彼女の話が事実ならば、獣人の領土は人族に奪われたに等しい。
「なんか腑に落ちないけど、少数種族だった魔族は、モンスターを使って戦力差を補っているわけだ」
「魔王軍はモンスターだけじゃなくて、人語を解しても会話が成立しないゴブリン、オーク、オーガとか色々いるのですが、頭数だけで戦力にならんです」
「あ、そういうのもいるのね」
この世界でモンスターと呼ばれる存在は、大きく四つに分類される。
魔族が土塊から作り出した魔物、魔族に操られた獣や昆虫などの生物、それそものが魔族に分類されるゴブリンやオークなど、そして存在自体が人智の及ばない災害であるドラゴン級の大型生物。

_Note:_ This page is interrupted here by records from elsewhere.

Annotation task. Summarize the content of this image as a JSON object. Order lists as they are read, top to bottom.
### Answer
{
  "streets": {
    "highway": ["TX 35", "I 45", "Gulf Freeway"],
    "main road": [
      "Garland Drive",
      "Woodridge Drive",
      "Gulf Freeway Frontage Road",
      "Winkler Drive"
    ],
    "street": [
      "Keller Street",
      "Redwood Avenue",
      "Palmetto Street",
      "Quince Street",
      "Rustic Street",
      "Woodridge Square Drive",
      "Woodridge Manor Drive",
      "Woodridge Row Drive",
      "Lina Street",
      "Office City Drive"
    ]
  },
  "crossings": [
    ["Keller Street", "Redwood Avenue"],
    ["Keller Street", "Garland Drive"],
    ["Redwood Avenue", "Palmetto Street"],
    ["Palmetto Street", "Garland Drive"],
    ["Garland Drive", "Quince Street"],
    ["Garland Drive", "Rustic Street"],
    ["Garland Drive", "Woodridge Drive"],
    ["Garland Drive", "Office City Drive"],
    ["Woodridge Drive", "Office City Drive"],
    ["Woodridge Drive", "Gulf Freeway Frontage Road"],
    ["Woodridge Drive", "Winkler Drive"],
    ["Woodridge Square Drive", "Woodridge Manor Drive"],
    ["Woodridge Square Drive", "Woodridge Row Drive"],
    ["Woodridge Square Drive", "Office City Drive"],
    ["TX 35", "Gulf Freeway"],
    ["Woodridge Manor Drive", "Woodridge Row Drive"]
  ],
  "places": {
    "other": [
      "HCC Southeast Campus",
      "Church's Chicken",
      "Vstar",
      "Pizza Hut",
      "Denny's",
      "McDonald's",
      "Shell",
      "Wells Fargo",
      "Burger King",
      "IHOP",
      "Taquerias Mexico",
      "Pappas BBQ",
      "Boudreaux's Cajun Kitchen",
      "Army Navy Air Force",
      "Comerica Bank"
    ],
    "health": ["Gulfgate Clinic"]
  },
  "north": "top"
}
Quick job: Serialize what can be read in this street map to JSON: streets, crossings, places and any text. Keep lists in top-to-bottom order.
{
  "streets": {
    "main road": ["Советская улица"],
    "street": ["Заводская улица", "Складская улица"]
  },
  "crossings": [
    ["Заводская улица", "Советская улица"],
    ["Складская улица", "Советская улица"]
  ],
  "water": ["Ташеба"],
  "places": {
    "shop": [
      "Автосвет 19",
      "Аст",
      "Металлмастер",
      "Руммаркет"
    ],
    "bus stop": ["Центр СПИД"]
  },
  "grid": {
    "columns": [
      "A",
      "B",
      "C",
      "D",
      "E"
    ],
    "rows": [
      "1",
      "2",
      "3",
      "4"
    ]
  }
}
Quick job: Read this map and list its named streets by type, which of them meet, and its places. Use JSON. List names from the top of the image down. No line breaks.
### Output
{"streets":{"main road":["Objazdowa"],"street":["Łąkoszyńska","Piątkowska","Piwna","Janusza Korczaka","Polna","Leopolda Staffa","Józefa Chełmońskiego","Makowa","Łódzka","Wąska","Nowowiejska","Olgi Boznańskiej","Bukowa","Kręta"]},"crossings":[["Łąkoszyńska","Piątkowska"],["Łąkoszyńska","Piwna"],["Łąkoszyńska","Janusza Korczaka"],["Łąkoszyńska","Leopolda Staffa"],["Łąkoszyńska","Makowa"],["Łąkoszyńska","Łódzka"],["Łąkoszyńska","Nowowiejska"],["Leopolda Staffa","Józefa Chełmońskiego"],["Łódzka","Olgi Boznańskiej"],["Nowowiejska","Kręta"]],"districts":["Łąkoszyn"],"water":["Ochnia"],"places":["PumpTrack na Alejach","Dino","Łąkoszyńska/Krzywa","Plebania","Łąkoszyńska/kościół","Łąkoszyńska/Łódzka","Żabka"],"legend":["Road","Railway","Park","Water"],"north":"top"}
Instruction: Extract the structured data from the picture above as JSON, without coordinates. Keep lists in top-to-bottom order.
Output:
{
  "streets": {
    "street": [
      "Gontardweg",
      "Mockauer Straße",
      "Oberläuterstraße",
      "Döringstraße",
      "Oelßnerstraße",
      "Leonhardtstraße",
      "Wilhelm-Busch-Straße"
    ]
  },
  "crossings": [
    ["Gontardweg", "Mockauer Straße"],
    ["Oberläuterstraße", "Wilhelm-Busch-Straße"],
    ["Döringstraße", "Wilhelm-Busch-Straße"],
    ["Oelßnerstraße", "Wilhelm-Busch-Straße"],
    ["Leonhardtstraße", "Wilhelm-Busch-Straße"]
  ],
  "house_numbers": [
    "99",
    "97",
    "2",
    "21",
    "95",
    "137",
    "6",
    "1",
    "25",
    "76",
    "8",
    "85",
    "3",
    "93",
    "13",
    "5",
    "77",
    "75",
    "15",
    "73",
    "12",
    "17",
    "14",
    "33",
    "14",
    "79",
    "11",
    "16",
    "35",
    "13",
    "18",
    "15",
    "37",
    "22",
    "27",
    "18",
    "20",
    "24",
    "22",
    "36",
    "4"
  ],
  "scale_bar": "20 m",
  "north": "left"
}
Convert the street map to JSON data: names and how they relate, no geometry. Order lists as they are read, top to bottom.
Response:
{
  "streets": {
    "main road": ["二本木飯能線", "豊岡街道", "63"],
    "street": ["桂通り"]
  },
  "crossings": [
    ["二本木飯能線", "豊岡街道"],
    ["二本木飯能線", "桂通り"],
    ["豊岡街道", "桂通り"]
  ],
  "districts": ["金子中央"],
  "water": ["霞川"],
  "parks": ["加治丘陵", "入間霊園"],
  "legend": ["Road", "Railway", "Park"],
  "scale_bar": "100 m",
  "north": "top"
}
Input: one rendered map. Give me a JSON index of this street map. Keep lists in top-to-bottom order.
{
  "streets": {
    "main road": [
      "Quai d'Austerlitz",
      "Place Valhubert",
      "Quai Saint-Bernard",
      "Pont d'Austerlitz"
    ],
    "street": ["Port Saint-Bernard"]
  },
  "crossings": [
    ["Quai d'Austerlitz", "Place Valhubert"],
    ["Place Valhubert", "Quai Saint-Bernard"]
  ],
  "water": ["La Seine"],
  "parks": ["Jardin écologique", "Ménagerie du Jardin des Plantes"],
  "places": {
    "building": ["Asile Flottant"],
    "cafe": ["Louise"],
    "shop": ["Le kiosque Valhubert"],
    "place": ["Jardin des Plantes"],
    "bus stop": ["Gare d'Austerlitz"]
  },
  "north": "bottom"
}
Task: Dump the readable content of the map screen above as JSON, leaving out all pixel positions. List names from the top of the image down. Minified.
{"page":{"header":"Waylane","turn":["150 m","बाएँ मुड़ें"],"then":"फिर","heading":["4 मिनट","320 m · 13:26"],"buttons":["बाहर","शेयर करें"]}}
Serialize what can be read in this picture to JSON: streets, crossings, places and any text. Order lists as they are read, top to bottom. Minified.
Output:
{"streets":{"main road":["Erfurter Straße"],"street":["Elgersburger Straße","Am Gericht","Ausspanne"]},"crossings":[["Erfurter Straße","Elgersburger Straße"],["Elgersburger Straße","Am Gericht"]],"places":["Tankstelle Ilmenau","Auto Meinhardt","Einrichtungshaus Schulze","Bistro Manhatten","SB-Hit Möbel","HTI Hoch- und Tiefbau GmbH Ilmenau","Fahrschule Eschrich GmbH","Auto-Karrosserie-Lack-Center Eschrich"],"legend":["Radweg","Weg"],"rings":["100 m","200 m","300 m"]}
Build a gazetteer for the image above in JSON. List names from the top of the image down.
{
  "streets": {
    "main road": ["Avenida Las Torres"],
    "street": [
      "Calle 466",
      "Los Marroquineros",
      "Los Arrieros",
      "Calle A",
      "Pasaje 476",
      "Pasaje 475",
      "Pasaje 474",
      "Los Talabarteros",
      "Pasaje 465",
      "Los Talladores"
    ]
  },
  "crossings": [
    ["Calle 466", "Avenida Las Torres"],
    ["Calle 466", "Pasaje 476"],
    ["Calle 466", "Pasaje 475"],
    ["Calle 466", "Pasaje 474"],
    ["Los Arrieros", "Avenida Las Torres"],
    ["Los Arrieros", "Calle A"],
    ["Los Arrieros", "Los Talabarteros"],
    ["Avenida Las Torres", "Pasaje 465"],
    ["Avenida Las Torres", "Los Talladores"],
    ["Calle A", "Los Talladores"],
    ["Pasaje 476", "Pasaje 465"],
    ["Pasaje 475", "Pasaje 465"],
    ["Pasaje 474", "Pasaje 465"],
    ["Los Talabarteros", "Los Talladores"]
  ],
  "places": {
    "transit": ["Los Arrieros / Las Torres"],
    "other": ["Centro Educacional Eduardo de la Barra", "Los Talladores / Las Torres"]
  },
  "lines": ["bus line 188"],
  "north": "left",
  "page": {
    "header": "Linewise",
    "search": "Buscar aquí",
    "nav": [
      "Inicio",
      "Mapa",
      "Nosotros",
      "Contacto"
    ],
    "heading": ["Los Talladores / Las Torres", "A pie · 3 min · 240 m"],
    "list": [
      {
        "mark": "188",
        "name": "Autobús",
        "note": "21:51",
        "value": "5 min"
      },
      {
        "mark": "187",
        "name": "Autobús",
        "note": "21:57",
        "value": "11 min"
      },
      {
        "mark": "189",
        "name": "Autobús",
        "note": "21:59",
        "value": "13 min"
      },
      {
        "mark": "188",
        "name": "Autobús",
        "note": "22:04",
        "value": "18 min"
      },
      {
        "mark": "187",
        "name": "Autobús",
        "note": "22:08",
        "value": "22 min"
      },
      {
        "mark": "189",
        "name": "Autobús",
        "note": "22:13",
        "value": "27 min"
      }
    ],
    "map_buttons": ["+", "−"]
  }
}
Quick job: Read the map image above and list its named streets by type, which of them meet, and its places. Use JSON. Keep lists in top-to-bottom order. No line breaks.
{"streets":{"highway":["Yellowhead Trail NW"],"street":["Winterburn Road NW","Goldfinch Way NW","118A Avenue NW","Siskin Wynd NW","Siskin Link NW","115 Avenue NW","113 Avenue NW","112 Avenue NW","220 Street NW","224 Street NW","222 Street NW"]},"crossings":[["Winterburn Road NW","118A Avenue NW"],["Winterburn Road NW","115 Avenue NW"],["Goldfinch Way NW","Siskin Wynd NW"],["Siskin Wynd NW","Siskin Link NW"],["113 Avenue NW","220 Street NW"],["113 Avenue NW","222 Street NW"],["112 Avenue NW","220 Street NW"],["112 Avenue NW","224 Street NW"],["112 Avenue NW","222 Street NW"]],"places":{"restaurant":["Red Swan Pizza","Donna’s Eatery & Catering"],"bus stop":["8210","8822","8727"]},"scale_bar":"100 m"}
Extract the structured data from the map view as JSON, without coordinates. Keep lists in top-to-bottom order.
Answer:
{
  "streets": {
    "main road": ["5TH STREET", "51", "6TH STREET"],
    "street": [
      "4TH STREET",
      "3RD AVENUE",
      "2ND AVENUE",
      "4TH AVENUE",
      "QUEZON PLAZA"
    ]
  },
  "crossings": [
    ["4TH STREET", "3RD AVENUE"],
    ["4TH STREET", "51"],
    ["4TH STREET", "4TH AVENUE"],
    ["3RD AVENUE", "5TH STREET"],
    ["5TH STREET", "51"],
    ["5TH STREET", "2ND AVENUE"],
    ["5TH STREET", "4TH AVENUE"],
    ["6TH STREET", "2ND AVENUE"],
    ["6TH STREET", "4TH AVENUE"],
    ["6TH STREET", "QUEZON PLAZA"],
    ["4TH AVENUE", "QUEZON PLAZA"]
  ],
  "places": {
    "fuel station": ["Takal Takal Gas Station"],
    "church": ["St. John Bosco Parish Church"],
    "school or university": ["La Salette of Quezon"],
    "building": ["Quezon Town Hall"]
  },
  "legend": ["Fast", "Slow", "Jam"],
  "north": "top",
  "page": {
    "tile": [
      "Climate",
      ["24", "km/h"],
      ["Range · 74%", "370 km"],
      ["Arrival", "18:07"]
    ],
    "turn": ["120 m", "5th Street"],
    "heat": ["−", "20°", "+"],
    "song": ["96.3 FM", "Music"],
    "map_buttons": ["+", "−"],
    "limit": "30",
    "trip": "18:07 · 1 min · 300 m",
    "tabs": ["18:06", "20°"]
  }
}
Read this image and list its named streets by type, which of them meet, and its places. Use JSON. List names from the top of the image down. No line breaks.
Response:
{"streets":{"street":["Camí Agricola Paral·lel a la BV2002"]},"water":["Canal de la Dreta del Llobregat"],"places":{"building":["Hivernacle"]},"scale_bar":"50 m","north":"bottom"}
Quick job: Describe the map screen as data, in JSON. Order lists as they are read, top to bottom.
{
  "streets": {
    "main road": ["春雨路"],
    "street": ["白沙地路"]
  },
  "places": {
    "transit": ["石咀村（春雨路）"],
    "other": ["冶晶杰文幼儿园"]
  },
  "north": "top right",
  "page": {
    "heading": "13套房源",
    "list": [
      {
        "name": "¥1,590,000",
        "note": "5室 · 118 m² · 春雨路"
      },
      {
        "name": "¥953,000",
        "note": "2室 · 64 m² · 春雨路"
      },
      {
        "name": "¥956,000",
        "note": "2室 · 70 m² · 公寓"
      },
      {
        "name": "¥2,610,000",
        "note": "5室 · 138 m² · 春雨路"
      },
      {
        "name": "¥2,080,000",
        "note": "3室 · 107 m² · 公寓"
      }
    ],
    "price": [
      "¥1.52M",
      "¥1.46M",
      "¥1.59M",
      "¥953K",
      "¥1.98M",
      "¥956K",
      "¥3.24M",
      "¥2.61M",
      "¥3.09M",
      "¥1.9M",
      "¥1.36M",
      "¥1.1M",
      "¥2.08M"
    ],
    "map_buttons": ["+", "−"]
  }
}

「冒険者は、これらモンスターを討伐して換金したり、クエストを消化して稼ぎにしています」
「この世界の設定が、だんだん掴めてきた」
「お兄様は、冒険者になるんですか?」
「いいや、とくに決めてない」
「稼ぎも良いし、お兄様は強いから冒険者になれば良いのに〜」
クロコは、お得意様である一郎の金回りが良い方が助かるのだ。
「強さをひけらかしても、ろくな目に合わない。みんなは、凡庸であることの幸せを知るべきだ」
「そういうものですか」
「ところで、アリッサに言い訳したから、服を一着作ってくれないか。これからも聞きたいことがあれば、クロコを訪ねたいし、口止め料込みで銀貨三枚でどうだ?」
「銀貨三枚! もちろんです」
クロコが揉み手で喜んでいるので、服一着に銀貨三枚も相場より高額らしい。
「ではお兄様、服を脱いで魔法陣にどうぞ」
「うむ。あまり派手な刺繍は止めて、普段着に使えるやつで頼む」
「わかりました。あ、そうだ。裸を見られて恥ずかしいのであれば、背中を向けてもらって良いですよ」
「後ろ向きでも良かったなら、初めから言ってよお〜、すげえ恥ずかしいんだから〜」
「いえいえ、これで二度目の縫製だからですよ。初回は、採寸の必要があるのです」
クロコは『お兄様のサイズは、ばっちり覚えました!』と、良い笑顔でOKサインを出した。